# Instructions for the task
Nothing but the lines from the first line of the records below to the line holding "Input: one rendered" belongs in the answer, copied exactly and without pictures.

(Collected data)
>>>>

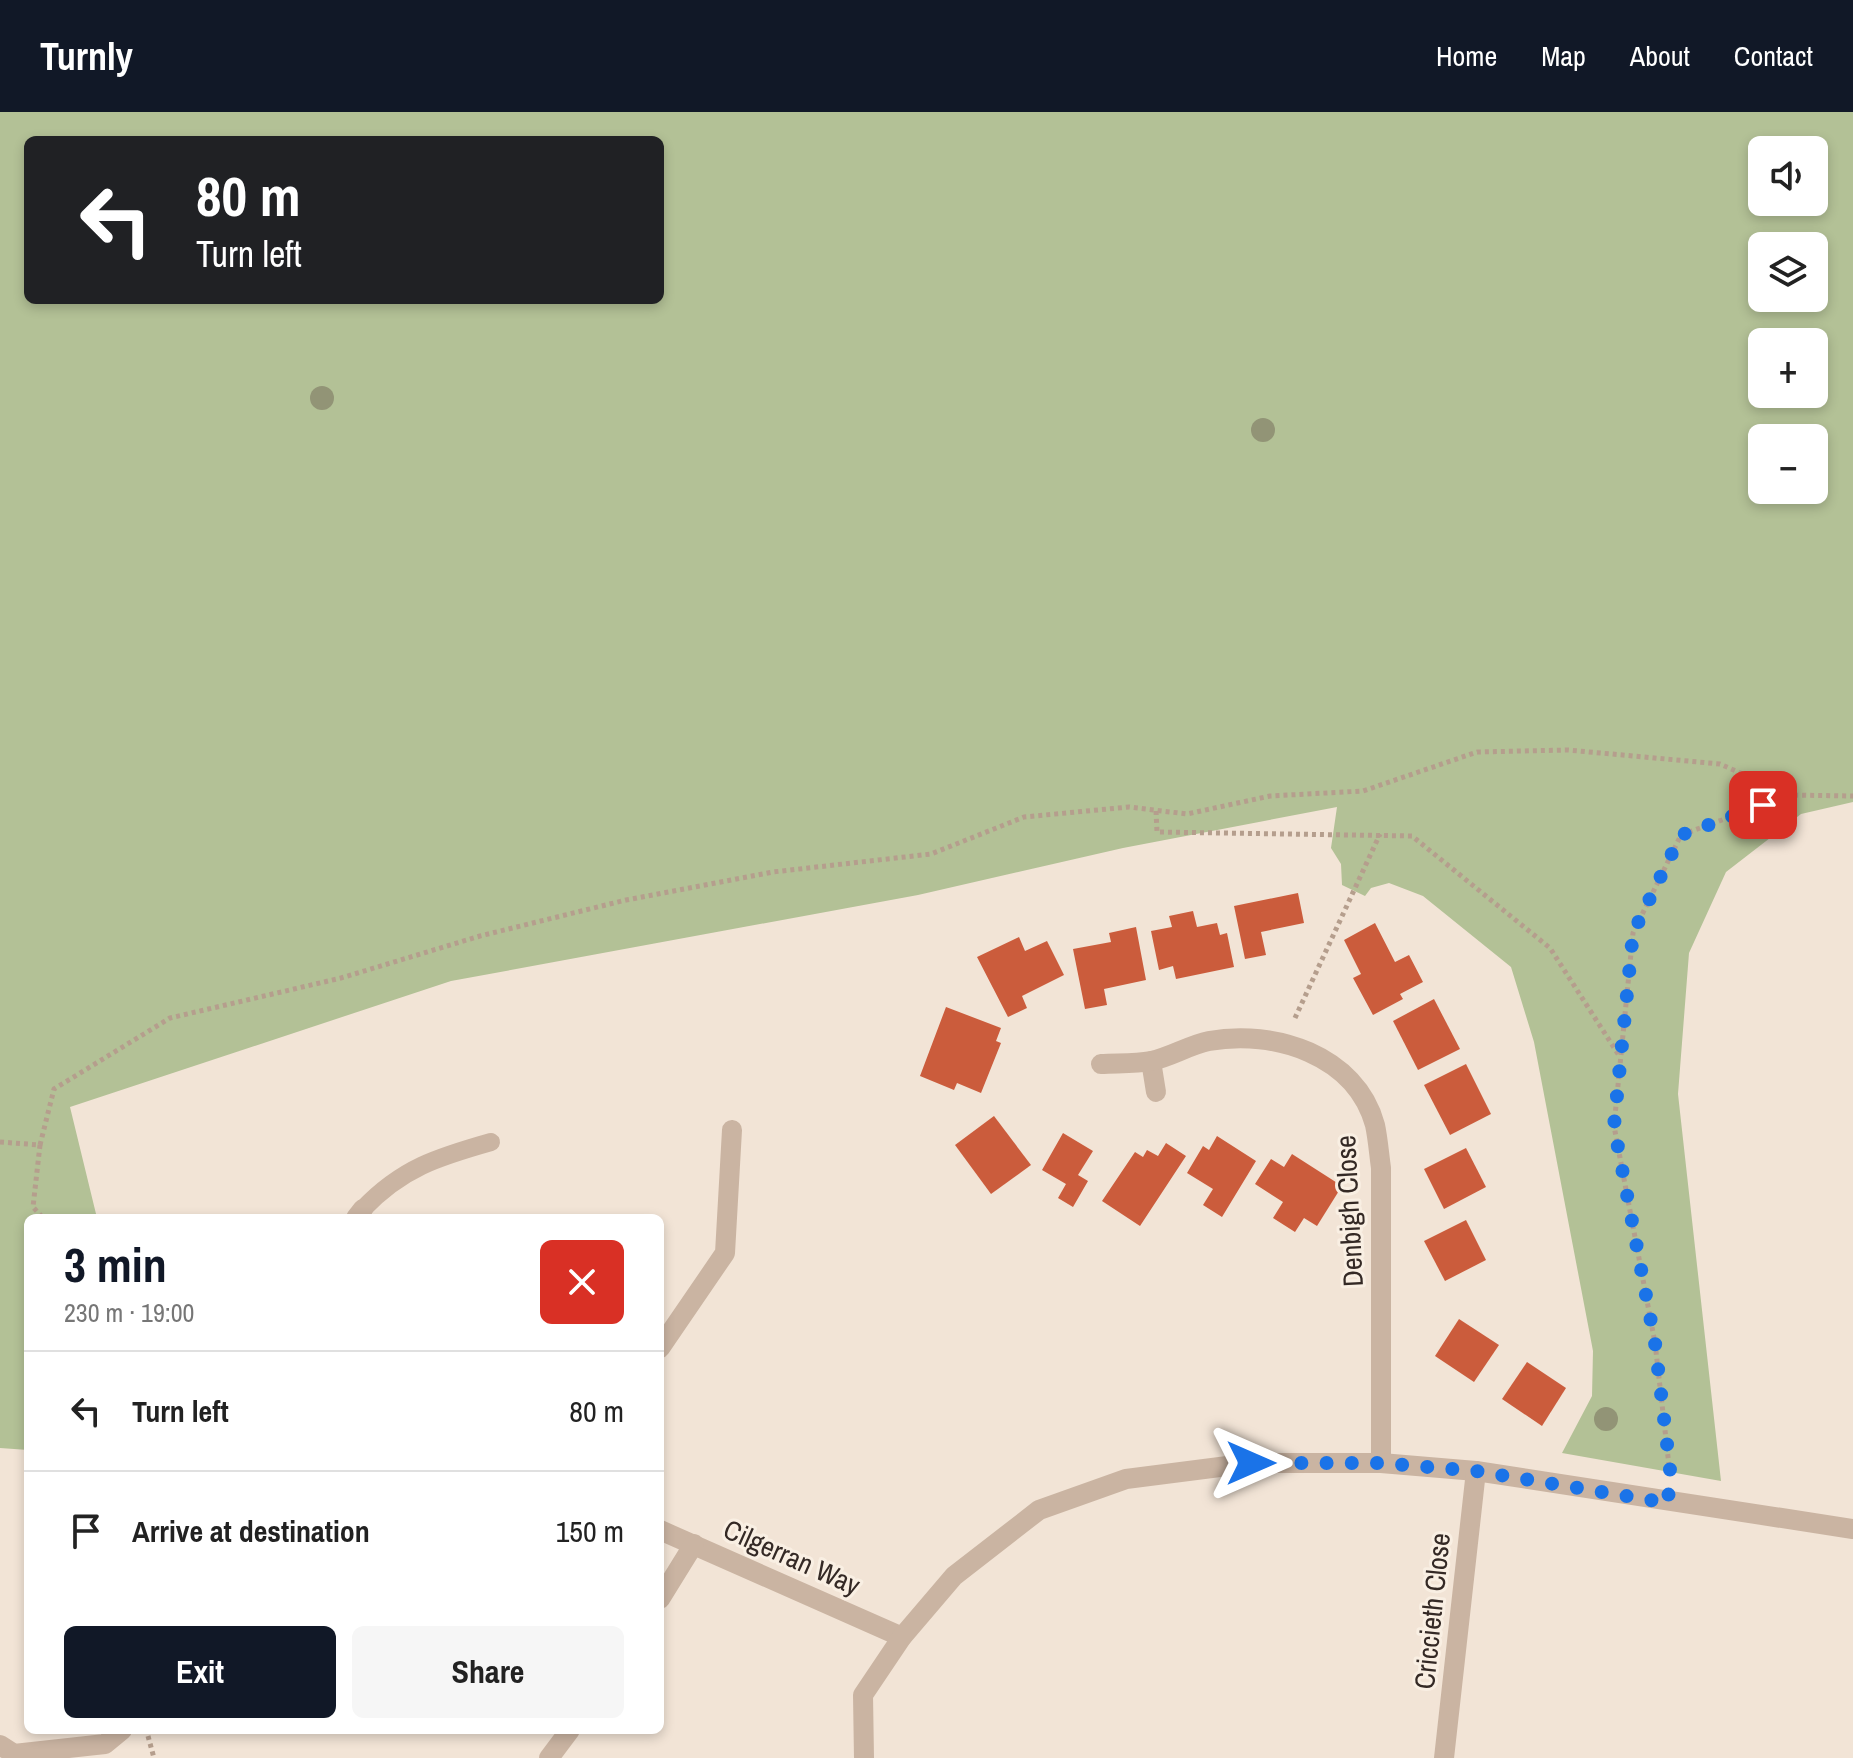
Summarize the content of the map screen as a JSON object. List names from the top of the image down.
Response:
{
  "streets": {
    "street": ["Denbigh Close", "Cilgerran Way", "Criccieth Close"]
  },
  "page": {
    "header": "Turnly",
    "nav": [
      "Home",
      "Map",
      "About",
      "Contact"
    ],
    "map_buttons": ["+", "−"],
    "turn": ["80 m", "Turn left"],
    "heading": ["3 min", "230 m · 19:00"],
    "list": [
      {
        "name": "Turn left",
        "value": "80 m"
      },
      {
        "name": "Arrive at destination",
        "value": "150 m"
      }
    ],
    "buttons": ["Exit", "Share"]
  }
}
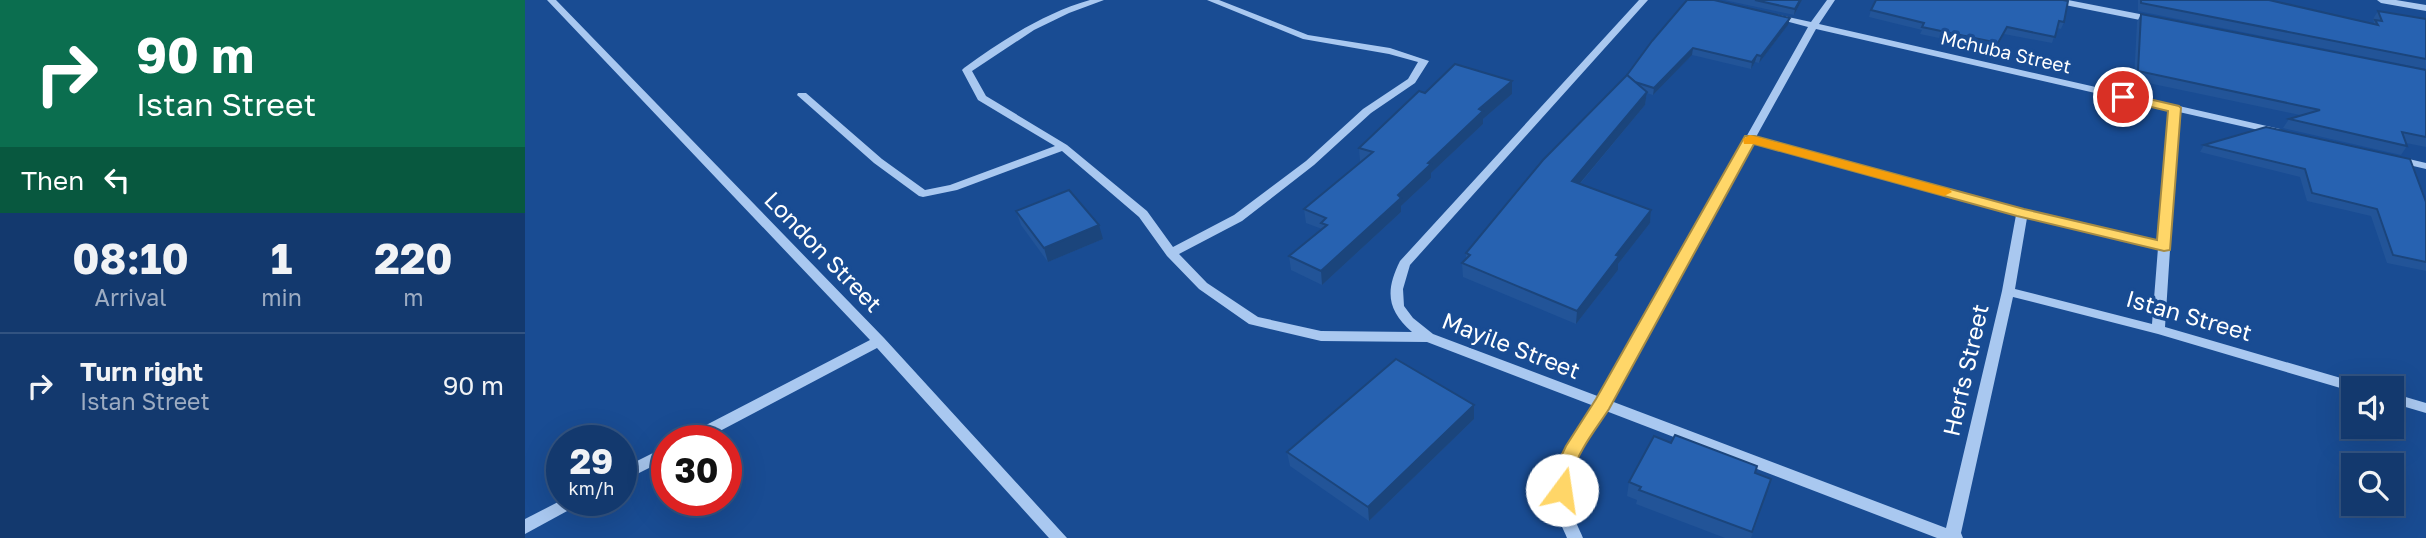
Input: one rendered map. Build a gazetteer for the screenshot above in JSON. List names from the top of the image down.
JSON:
{
  "streets": {
    "street": [
      "Mchuba Street",
      "London Street",
      "Istan Street",
      "Mayile Street",
      "Herfs Street"
    ]
  },
  "crossings": [
    ["Istan Street", "Herfs Street"],
    ["Mayile Street", "Herfs Street"]
  ],
  "page": {
    "turn": ["90 m", "Istan Street"],
    "then": "Then",
    "eta": [
      "08:10",
      "Arrival",
      "1",
      "min",
      "220",
      "m"
    ],
    "list": [
      {
        "name": "Turn right",
        "note": "Istan Street",
        "value": "90 m"
      }
    ],
    "speed": "29 km/h",
    "limit": "30"
  }
}
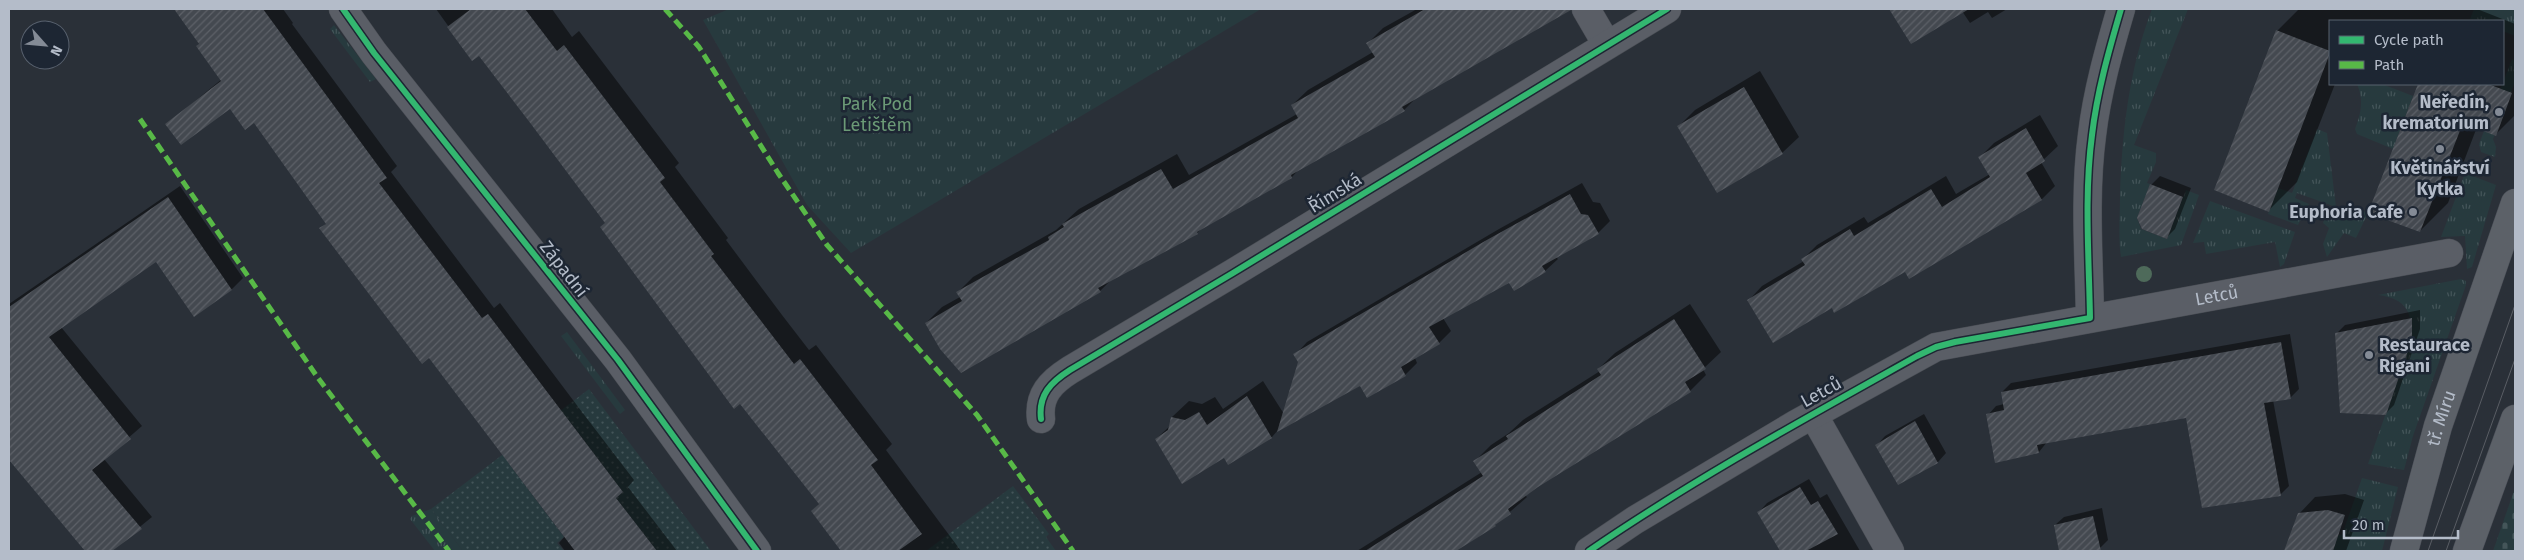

<<<<

# Exercise response
Summarize the content of the map screen as a JSON object. List names from the top of the image down.
Response:
{
  "streets": {
    "street": ["Denbigh Close", "Cilgerran Way", "Criccieth Close"]
  },
  "page": {
    "header": "Turnly",
    "nav": [
      "Home",
      "Map",
      "About",
      "Contact"
    ],
    "map_buttons": ["+", "−"],
    "turn": ["80 m", "Turn left"],
    "heading": ["3 min", "230 m · 19:00"],
    "list": [
      {
        "name": "Turn left",
        "value": "80 m"
      },
      {
        "name": "Arrive at destination",
        "value": "150 m"
      }
    ],
    "buttons": ["Exit", "Share"]
  }
}
Input: one rendered map. Build a gazetteer for the screenshot above in JSON. List names from the top of the image down.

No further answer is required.